Sure, there are down the ballot votes that are decided by — strangely enough! — popular vote, but why should any citizen of any state be effectively disenfranchised when voting for president? Why should a resident of Ohio, Colorado, New Mexico or Indiana carry more voting weight than a resident of California, New York or Texas? Why should a one-vote-win in Ohio mean the same as if a candidate had won all of the Ohio votes?
The National Popular Vote is a national initiative that is working to eliminate the current situation where all of the losing candidate’s votes are effectively nullified by a winnertake- all system and where citizens in a handful of states (and it is largely the same states) determine who wins the presidency. This is not a Democratic or Republican initiative. National Popular Vote does not favor any one segment of the population. But the initiative does favor representative democracy.

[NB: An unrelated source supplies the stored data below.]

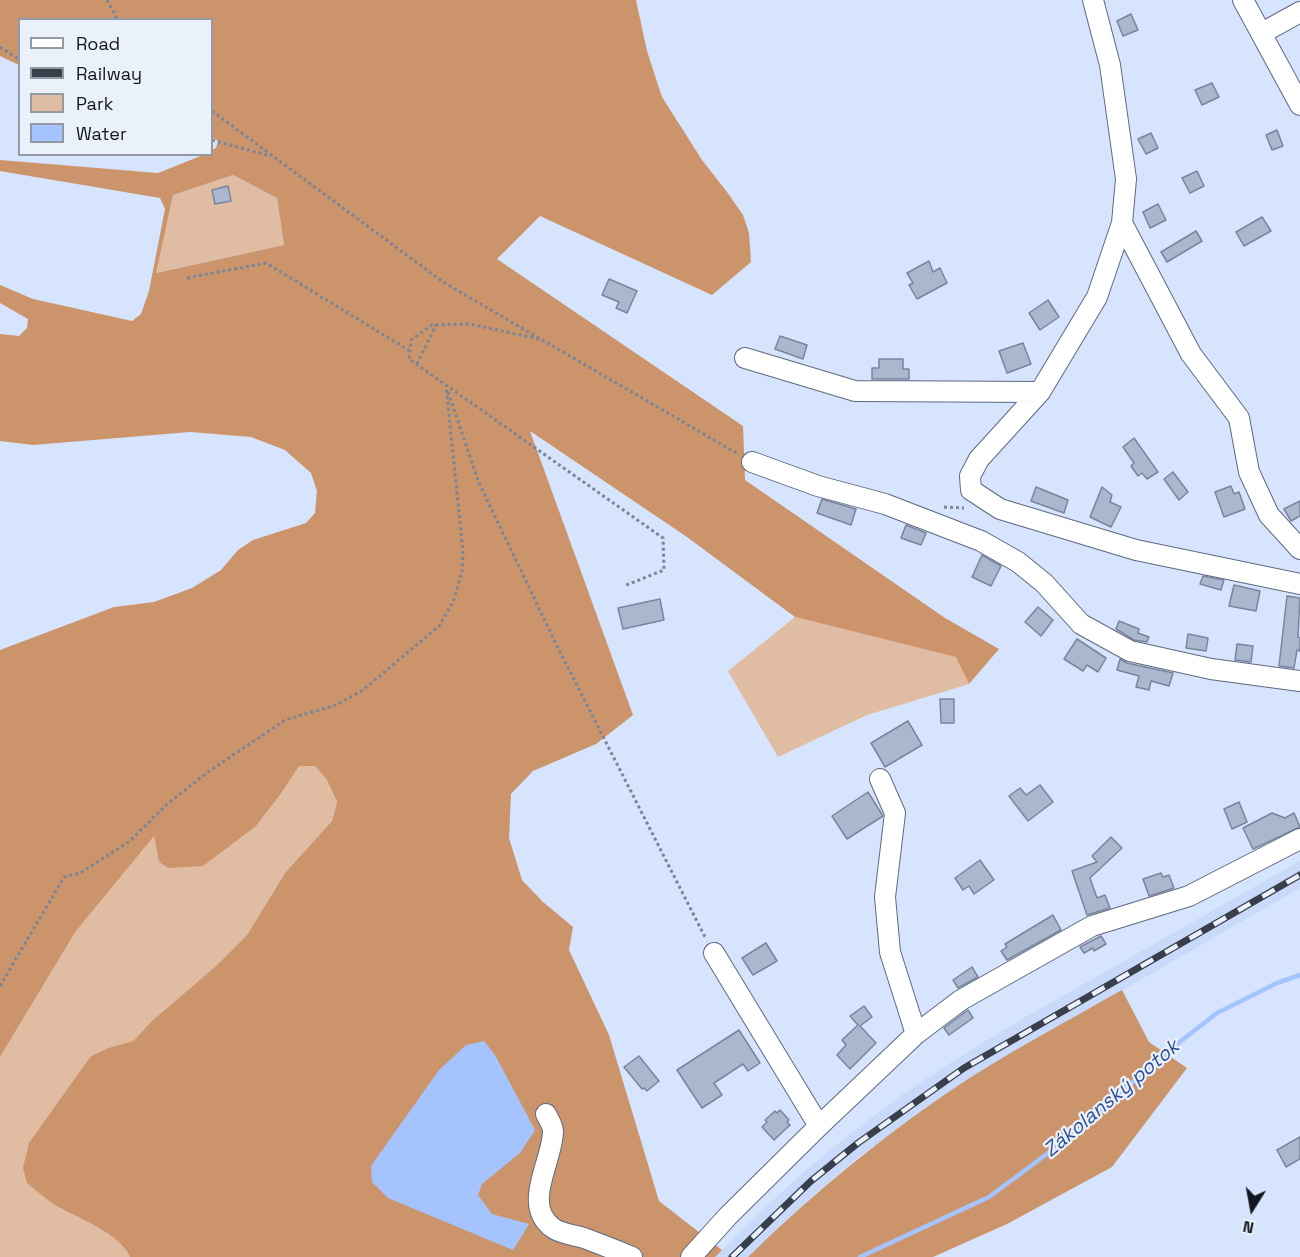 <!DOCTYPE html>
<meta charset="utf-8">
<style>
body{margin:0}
#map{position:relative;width:1300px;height:1257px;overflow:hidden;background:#d6e4fd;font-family:"Space Grotesk",sans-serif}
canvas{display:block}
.legend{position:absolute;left:18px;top:18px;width:195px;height:138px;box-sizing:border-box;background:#ebf1fb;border:2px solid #949aa3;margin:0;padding:8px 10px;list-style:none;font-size:18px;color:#12171f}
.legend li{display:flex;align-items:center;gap:12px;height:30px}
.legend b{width:30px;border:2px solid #949aa3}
.north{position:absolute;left:1222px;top:1179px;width:60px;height:60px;-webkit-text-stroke:4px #ebf1fb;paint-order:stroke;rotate:191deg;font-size:16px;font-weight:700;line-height:24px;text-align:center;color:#12171f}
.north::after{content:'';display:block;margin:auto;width:21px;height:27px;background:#12171f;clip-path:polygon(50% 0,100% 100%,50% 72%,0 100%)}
</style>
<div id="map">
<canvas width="1300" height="1257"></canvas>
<ul class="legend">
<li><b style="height:8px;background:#fff"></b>Road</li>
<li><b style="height:8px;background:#383e4a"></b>Railway</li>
<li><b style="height:16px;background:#e0bca2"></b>Park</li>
<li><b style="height:16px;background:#a5c4fe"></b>Water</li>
</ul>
<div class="north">N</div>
</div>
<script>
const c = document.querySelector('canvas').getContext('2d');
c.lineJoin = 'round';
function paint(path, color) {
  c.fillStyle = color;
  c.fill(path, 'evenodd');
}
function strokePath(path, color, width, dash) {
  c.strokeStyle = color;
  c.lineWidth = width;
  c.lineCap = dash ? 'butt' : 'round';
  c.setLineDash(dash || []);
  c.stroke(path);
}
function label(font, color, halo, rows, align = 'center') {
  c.font = font + ' "Space Grotesk",sans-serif';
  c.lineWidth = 4.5;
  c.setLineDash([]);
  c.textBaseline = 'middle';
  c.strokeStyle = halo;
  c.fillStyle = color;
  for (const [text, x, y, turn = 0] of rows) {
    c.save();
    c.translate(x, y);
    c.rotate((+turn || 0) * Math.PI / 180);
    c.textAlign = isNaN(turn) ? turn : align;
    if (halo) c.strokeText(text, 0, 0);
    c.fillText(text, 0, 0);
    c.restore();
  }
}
paint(new Path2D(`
 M1300,861V888L970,1078L865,1152L819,1190L748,1257H715L759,1213L804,1172L850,1134L902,1095L958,1058L1022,1019Z`), '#c8d9f9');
paint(new Path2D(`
 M233,175L277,198L284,245L155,273L173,195Z
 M795,617L957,657L969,684L867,715L778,757L728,671Z
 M299,765L315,766L327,780L337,802L332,821L285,873L247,935L217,965L153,1020L133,1041L108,1048L91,1056L80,1073L89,1222C103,1231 125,1241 130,1257H0V1057L76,931L154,835L159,862L168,868L256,826L280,795Z`), '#e0bca2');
paint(new Path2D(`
 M0,0H636L647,51L662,97L702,160L727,192L743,215L749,233L751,262L712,295L540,216L497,259L743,426L745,480L945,618L999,649L969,684L956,657L795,617L687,537L530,431L633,715L596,744L533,771L511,794L509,838L522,880L543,902L573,927L569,950L609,1035L659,1201L722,1250L715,1257H130C122,1235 77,1217 57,1206C47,1200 37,1191 27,1183L23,1168L29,1143L91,1056L108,1048L133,1041L153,1020L217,965L247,935L285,873L332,821L337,802L327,780L315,766H299L280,795L256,826L203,866L168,868L159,862L154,836L76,931L0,1057V650L114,607L154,602L192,588L221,570L238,550L253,540L306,523L315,513L317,491L311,473L285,450L251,437L190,432L33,445L0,441V334L19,336L27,328L28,319L0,303V285L33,299L132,321L141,314L149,291L165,209L160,198L0,171V160L158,173L203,155L212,154V150L216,148L218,141L212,137V20H20L19,65L0,56ZM233,175L277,198L284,245L156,273L173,195Z
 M1122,990L1149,1042L1187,1068L1112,1167L1007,1224L933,1257H748C816,1190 889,1131 968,1079C1018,1047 1071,1019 1122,990Z`), '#cc946a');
paint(new Path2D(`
 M484,1041L495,1055L535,1130L520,1153L482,1184L478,1195L492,1214L529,1224L513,1250L388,1198L372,1182L371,1166L439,1070L466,1045Z`), '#a5c4fe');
strokePath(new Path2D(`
 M860,1257L989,1197L1086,1125L1158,1059L1217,1013L1277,983L1300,975`), '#a5c4fe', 4.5);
const building = new Path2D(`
 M1131,14L1138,30L1123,36L1117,21Z
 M1212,83L1219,97L1202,105L1195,90Z
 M1277,130L1283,146L1272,150L1266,135Z
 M1151,133L1158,148L1146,154L1138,139Z
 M1197,171L1204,186L1190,193L1182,178Z
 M228,186L231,201L215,204L212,190Z
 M1158,204L1166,220L1150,228L1143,212Z
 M1262,217L1271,231L1244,246L1236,232Z
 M1196,231L1202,241L1167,262L1161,252Z
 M929,261L933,272L940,268L947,283L917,299L909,285L913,283L907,273Z
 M609,279L637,291L627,313L616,308L619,302L602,295Z
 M1048,300L1059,317L1040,330L1029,313Z
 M780,336L807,345L803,359L775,349Z
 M1023,343L1031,364L1007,373L999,351Z
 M879,359H903V369H909V379H872V368H879Z
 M1134,438L1158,472L1147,479L1142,473L1138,476L1131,466L1134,463L1123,447Z
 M1173,472L1188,492L1179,500L1164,479Z
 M1231,486L1234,494L1239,492L1245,509L1224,517L1215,492Z
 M1036,487L1068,500L1064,513L1031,501Z
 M1102,487L1112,495L1110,502L1121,507L1111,527L1090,517Z
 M822,499L856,509L851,525L817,513Z
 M1300,501V516L1291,521L1284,509Z
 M906,525L926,533L921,545L901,538Z
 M982,555L1001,566L991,586L972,577Z
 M1203,576L1224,580L1221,590L1200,584Z
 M1234,585L1260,591L1256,611L1229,606Z
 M1287,596L1300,598L1298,637L1300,638V651L1297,650L1294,668L1279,666Z
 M660,599L664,620L623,629L618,608Z
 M1038,607L1053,620L1041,636L1025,622Z
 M1119,621L1139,629L1138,633L1149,637L1147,642L1134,640L1116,629Z
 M1188,634L1208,638L1206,651L1186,648Z
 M1077,639L1106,658L1098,672L1087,665L1083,671L1064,659Z
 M1237,644L1253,646L1251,662L1235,660Z
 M1120,659L1127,663L1173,673L1169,686L1151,681L1149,690L1136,687L1139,676L1117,670Z
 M940,699H954V723H941Z
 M908,721L922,745L885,767L871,743Z
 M1040,785L1053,802L1028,821L1009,796L1020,788L1026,795Z
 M868,792L883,816L847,839L832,816Z
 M1239,802L1247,822L1232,829L1224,809Z
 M1272,813L1285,818L1294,813L1300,827L1253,849L1243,828Z
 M1111,837L1122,848L1090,878L1097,898L1105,895L1110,908L1087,915L1072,871L1097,862L1092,856Z
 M980,860L994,880L974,894L969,886L963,890L955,878Z
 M1161,873L1163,877L1169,875L1174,888L1149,896L1143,879Z
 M1053,915L1061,930L1007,960L1001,951L1007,947L1005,944Z
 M1101,936L1106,944L1094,951L1093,948L1084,953L1080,947Z
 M766,943L777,961L753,975L742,958Z
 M972,967L978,977L958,988L953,980Z
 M864,1006L872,1017L860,1026L876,1043L850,1069L837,1055L846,1045L842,1040L858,1025L850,1016Z
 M968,1010L973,1018L949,1035L944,1028Z
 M739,1030L760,1063L748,1071L743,1064L714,1083L722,1095L702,1108L677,1070Z
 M639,1056L659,1081L647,1091L644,1088L642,1089L624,1067Z
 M780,1110L789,1120L787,1122L790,1125L774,1140L762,1127L767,1122L765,1120L775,1111L777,1113Z
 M1300,1137V1159L1286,1167L1277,1150Z`);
paint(building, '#aab7cf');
strokePath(building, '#79859c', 1.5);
const minor = new Path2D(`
 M1093,0L1110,65L1126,179L1122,223L1097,297L1040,392L979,459L970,476L971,490L1000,509L1136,550L1300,584
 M1243,0L1300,105
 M1262,33L1300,12
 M1122,223L1191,354L1239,418L1249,472L1269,515L1300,549
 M745,358L855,391L1040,392
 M752,462L818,486L885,504L981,541L1018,562L1044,583L1081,624L1130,651L1211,669L1300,681
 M880,779L895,813L885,897L890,952L916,1034
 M714,953L819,1126
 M546,1114C549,1120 553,1126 553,1131C553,1161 521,1205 553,1228C561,1234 575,1235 584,1238C600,1244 616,1250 632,1257
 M691,1257L728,1216L819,1126L916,1034L961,1000L1092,926L1189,896L1300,839`);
strokePath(minor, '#5d697f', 22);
strokePath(new Path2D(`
 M107,0L118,20
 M0,47L20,60
 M212,111L443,282L738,454
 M212,140L270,156
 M187,278L266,263L410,351
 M539,339L470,324L432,325L411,340L409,359L663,538L664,570L624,586
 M417,364L436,325
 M448,392L479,483L559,650L706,939
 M944,507L964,508
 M0,986L64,877L80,873L130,841L166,805L208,772L285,720L336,705L363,690L439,626L453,602L462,571L463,552L446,385`), '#7b8596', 3, [3, 3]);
strokePath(minor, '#fff', 20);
const rail = new Path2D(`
 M732,1257L811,1181L858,1143L964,1068L1300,875`);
strokePath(rail, '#383e4a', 7);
strokePath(rail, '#ebf1fb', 4.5, [14]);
label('italic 20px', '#2d4f93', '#ebf1fb', [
 ["Zákolanský potok",1112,1099,-40]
]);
</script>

Every citizen’s voting rights are affected. What the initiative aims to do (and it has already had success in states representing about 20 percent of the electoral votes) is to work through state legislatures to change the winner-take-all electoral system to one where electoral votes are assigned in bloc solely to the national popular vote winner. The legislation would not take effect until enough states sufficient to cast the winning number of electoral votes pass the legislation. In that manner no individual state is disadvantaged.
While it is far too late this year to change anything, if we want to cast a meaningful presidential vote in 2012, we need to demand that our political leaders in Texas use the next legislative session to restore our right to both vote and to have that vote count. Supporting the National Popular Vote initiative is an important first step.